Including these people with few records but noticeable increases in wealth annually, is going to be a challenge. They generate the money to send their kids to international schools educate them overseas, and remain without a tax file. How can this income get into the tax net to make the system equitable? Government servants should be netted as they are not taxed and vehicle duty concessions for them withdrawn. There should be no incentive other than income to encourage people to join government service. Other fringe benefits, like inefficiency and early retirement at 55 are all benefits that do not need to be made more inefficient by giving duty concessions for their personal vehicles and tax free income.

There is enough fodder for the committee to look at in my analysis above.
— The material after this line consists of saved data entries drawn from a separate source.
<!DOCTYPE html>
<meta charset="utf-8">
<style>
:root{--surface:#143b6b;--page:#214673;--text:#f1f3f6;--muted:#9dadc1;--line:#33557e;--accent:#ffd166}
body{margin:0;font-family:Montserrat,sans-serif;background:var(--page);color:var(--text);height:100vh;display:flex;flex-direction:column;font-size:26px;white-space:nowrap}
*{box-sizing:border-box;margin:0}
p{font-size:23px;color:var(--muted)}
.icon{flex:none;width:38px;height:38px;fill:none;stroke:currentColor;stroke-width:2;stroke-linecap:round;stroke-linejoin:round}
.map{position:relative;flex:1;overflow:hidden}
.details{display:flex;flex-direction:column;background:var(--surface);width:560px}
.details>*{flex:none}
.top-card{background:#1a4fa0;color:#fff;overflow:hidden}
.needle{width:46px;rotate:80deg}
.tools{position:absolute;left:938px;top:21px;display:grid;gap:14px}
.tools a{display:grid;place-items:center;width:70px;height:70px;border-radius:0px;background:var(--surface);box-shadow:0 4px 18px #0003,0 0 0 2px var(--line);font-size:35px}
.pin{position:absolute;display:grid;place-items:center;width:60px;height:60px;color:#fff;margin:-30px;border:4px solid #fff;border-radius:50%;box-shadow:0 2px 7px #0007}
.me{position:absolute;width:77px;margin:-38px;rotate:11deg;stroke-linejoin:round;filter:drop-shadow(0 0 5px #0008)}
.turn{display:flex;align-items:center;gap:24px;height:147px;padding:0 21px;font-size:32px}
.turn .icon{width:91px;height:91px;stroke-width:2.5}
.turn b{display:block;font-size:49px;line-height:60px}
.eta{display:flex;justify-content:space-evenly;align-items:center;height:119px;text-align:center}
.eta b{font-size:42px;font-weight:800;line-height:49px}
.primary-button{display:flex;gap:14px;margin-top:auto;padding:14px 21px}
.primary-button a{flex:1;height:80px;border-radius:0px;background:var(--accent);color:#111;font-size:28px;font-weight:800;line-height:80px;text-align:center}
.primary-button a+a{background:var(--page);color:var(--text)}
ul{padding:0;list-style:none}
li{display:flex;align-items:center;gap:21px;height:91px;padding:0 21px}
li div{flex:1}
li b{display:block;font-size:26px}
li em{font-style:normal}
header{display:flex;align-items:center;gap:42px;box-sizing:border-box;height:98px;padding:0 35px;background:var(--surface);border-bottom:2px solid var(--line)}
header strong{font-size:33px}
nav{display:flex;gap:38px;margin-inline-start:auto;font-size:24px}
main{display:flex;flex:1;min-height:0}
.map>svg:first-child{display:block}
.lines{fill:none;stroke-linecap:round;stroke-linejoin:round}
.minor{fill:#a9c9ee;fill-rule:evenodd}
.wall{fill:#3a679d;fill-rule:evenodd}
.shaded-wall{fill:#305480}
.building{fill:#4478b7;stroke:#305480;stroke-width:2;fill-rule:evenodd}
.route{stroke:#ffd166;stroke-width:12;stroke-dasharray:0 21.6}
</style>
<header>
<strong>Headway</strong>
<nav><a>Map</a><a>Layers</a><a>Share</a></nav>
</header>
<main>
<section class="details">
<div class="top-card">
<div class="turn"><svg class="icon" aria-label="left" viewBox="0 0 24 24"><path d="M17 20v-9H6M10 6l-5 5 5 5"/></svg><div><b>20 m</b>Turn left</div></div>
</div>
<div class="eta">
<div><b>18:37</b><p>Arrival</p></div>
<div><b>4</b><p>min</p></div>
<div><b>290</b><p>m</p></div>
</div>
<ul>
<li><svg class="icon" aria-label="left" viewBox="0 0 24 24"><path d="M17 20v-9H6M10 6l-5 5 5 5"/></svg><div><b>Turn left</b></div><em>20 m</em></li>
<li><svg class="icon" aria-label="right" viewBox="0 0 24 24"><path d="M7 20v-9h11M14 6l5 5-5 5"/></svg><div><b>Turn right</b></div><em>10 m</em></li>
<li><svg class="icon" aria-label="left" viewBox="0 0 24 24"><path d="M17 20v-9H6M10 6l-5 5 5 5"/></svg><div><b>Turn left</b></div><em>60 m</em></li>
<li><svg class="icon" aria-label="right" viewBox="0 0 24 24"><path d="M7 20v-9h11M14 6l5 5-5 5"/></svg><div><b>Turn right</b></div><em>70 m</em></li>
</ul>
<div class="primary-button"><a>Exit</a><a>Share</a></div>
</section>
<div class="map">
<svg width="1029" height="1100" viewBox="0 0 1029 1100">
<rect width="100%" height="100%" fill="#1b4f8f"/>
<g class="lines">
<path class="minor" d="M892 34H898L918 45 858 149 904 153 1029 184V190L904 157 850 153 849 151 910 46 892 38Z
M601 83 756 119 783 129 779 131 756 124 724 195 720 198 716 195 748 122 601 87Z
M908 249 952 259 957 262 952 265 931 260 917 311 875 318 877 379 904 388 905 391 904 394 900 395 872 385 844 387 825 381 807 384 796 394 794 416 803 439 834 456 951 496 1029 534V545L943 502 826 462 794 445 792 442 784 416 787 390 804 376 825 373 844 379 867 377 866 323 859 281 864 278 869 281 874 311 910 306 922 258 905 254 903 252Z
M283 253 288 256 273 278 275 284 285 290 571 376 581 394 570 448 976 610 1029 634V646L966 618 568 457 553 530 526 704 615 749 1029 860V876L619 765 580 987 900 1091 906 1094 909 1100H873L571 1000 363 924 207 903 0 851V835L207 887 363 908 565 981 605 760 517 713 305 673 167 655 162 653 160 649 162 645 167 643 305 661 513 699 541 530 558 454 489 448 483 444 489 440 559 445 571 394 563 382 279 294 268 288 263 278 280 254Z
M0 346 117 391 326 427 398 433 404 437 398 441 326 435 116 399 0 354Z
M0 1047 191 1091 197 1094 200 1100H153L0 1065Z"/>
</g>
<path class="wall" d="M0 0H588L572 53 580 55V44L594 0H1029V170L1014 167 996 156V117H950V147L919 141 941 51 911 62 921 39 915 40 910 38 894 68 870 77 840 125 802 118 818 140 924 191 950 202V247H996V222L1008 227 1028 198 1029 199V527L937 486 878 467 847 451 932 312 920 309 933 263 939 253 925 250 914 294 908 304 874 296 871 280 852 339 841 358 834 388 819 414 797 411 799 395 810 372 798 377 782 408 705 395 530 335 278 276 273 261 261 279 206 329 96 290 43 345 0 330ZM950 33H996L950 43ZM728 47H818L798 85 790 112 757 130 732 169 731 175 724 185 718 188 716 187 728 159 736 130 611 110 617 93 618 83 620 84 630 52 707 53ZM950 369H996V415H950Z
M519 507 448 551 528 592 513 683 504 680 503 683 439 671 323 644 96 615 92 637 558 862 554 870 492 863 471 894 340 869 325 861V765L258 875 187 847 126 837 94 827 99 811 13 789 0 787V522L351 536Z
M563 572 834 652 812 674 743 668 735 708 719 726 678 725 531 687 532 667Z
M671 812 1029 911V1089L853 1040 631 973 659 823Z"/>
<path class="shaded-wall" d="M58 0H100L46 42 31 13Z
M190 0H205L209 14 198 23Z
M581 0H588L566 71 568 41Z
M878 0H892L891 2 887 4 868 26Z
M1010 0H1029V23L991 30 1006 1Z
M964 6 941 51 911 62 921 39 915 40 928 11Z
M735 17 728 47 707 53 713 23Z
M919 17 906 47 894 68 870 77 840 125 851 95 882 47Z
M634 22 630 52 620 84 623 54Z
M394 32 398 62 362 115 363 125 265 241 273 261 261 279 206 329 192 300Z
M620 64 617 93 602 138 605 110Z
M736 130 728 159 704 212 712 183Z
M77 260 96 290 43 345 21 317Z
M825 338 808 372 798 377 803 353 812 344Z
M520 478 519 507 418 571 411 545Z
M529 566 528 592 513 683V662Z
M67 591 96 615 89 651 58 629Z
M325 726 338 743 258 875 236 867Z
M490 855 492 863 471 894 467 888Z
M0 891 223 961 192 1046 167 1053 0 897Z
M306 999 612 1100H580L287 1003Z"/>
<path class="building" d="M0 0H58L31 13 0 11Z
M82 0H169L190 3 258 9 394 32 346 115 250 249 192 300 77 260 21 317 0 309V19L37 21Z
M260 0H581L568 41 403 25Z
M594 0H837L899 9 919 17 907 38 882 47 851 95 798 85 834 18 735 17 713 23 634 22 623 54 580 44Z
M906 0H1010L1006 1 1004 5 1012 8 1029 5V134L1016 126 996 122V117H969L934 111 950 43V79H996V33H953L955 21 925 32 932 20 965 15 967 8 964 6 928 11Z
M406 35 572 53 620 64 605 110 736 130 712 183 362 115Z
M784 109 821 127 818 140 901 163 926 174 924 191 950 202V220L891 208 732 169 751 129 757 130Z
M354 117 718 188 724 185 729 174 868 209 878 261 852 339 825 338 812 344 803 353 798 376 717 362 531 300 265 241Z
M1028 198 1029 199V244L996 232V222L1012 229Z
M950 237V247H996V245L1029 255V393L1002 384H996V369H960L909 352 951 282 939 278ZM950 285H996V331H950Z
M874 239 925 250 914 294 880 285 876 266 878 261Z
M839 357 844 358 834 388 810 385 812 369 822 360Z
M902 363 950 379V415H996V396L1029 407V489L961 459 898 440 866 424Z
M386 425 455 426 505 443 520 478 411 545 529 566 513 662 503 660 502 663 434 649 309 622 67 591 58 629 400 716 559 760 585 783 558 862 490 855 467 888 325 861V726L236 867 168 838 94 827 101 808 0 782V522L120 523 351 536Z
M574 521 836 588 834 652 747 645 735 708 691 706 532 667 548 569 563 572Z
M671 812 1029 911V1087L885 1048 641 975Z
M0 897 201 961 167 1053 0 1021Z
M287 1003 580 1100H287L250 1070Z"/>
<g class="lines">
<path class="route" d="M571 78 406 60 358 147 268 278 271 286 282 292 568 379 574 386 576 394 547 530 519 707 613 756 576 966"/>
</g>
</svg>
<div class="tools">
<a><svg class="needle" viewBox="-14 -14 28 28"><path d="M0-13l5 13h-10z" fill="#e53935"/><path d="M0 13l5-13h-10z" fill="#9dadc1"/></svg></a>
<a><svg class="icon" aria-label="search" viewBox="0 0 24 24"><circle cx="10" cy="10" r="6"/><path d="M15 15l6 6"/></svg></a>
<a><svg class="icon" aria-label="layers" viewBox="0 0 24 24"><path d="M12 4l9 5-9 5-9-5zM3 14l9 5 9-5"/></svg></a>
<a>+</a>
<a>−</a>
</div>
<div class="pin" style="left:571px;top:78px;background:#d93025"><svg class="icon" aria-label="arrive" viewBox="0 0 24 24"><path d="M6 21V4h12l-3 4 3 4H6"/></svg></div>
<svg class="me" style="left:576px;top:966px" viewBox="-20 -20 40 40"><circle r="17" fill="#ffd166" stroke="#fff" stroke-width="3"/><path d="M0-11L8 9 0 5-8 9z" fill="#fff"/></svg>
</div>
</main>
I go for an across the board corporate and income tax rate of 15% on income both earned and unearned like interest income. As long as everyone is included in the net with an individual allowance be it for a company, single person, married or family of the first Rs500,000, the tax yield will be double what the government currently gets from Income and Corporate taxes at present. I suggest a flat rate of 10% on all non food and medicine sales in the form or a type of VAT as is now implemented.

So guys please brain storm, think outside the box and have the courage to come up with a revolutionary proposal. I am waiting!!


Jack Point said...

A rational tax policy is not possible until there is a rational policy on government spending.

If spending keeps growing by leaps and bounds, taxes must grow by similar amounts. Since relatively few people pay income tax, the burden on them is disproportionate which is why regressive, sales based taxes are better in these circumstances.

Proposals to collect back taxes going back upto 1932 (with another presidential committee to determine which tax payers are dead or alive) have been made within the last year and give an indication of things to come.

Dulan said...

I've read of the case for a flat tax in the Economist as well. If such a thing can be achieved in this paradise isle is another issue altogether. :)

Like Jack Point said, the lack of rational policy is what stymies growth in Sri Lanka. If we are to deal with policy that plays to the gallery, then we are in very big trouble.

I remember not so long ago reading of a suggestion that the unemployed graduates in the country be taken in by the Inland Revenue Department as Tax collectors. The case was made that the excess tax funds from the individuals thus netted could be used to pay them.